We can execute the pipeline as follows:

In [6]:
query = "What can you tell me about the year of the dragon?"
output = pipeline.run(data={"search":{"query":query}})

Let's take a look at the results:

In [8]:
output.keys()

dict_keys(['search', 'fetcher'])

Let's take a look at a few results.

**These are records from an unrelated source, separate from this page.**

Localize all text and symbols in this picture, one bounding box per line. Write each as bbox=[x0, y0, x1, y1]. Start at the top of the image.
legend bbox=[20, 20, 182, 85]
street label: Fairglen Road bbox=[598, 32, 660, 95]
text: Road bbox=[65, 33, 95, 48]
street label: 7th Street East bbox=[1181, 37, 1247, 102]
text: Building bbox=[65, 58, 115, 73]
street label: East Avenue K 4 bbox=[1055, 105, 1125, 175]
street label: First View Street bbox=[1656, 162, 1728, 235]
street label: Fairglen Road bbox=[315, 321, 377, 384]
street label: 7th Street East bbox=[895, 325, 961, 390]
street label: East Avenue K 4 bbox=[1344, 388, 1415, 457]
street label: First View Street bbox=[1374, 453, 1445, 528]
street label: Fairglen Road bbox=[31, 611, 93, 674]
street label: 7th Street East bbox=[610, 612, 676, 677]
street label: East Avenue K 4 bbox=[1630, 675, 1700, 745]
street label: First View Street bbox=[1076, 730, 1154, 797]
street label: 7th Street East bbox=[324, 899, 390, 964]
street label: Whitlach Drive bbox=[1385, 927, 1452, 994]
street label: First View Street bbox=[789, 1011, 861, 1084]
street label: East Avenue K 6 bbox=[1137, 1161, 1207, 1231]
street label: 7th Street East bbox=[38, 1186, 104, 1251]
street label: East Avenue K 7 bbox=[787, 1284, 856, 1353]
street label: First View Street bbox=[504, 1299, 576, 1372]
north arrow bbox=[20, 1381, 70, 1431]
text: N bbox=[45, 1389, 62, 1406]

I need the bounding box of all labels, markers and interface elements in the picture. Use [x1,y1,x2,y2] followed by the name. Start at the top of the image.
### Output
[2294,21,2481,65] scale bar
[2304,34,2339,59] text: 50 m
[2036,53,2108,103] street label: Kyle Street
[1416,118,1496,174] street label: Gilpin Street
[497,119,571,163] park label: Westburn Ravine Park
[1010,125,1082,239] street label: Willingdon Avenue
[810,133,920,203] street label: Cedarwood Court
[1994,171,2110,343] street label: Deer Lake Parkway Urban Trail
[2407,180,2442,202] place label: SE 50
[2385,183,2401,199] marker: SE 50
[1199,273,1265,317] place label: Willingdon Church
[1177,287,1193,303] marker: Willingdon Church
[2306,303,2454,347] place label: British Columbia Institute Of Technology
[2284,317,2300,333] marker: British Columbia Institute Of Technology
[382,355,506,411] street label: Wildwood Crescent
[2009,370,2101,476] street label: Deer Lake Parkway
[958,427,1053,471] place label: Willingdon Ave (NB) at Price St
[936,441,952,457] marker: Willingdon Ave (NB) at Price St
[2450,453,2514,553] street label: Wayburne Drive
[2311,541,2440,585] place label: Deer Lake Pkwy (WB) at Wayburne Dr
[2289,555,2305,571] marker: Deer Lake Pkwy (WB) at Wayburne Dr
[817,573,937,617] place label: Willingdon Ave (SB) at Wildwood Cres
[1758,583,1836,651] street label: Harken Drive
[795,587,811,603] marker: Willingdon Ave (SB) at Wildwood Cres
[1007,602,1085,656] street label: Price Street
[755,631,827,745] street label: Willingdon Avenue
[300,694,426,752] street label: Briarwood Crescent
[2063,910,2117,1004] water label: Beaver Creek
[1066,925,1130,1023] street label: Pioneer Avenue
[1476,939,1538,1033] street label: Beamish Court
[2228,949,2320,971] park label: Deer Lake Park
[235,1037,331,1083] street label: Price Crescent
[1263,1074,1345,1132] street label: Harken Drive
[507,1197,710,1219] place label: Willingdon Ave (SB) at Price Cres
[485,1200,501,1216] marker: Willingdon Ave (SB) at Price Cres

Due to the length of the response, we will only display the first 50 characters of the content.

In [30]:
for item in output["search"]["documents"]:
    print(item.content[0:50])
    print("Title: ", item.meta['title'], "URL: ", item.meta['link'])
    print("-------")

The Dragon, also known as Loong is the fifth of th
Title:  Dragon (zodiac) - Wikipedia URL:  https://en.wikipedia.org/wiki/Dragon_(zodiac)
-------
Dragon, Chenshi, 07:00 to 08:59, Dragons are hover
Title:  Chinese zodiac - Wikipedia URL:  https://en.wikipedia.org/wiki/Chinese_zodiac
-------
The Chinese Dragon, also known as the loong, long 
Title:  Chinese dragon - Wikipedia URL:  https://en.wikipedia.org/wiki/Chinese_dragon
-------
The Dragon Years is a compilation album by the New
Title:  The Dragon Years - Wikipedia URL:  https://en.wikipedia.org/wiki/The_Dragon_Years
-------
Note: according to this website, Abraham Lincoln w
Title:  Talk:Dragon (zodiac) - Wikipedia URL:  https://en.wikipedia.org/wiki/Talk%3ADragon_(zodiac)
-------


Let's take a look at the scraped content from the first link. We will only show the first 50 characters.

In [33]:
output["fetcher"]['streams'][0].data[0:50]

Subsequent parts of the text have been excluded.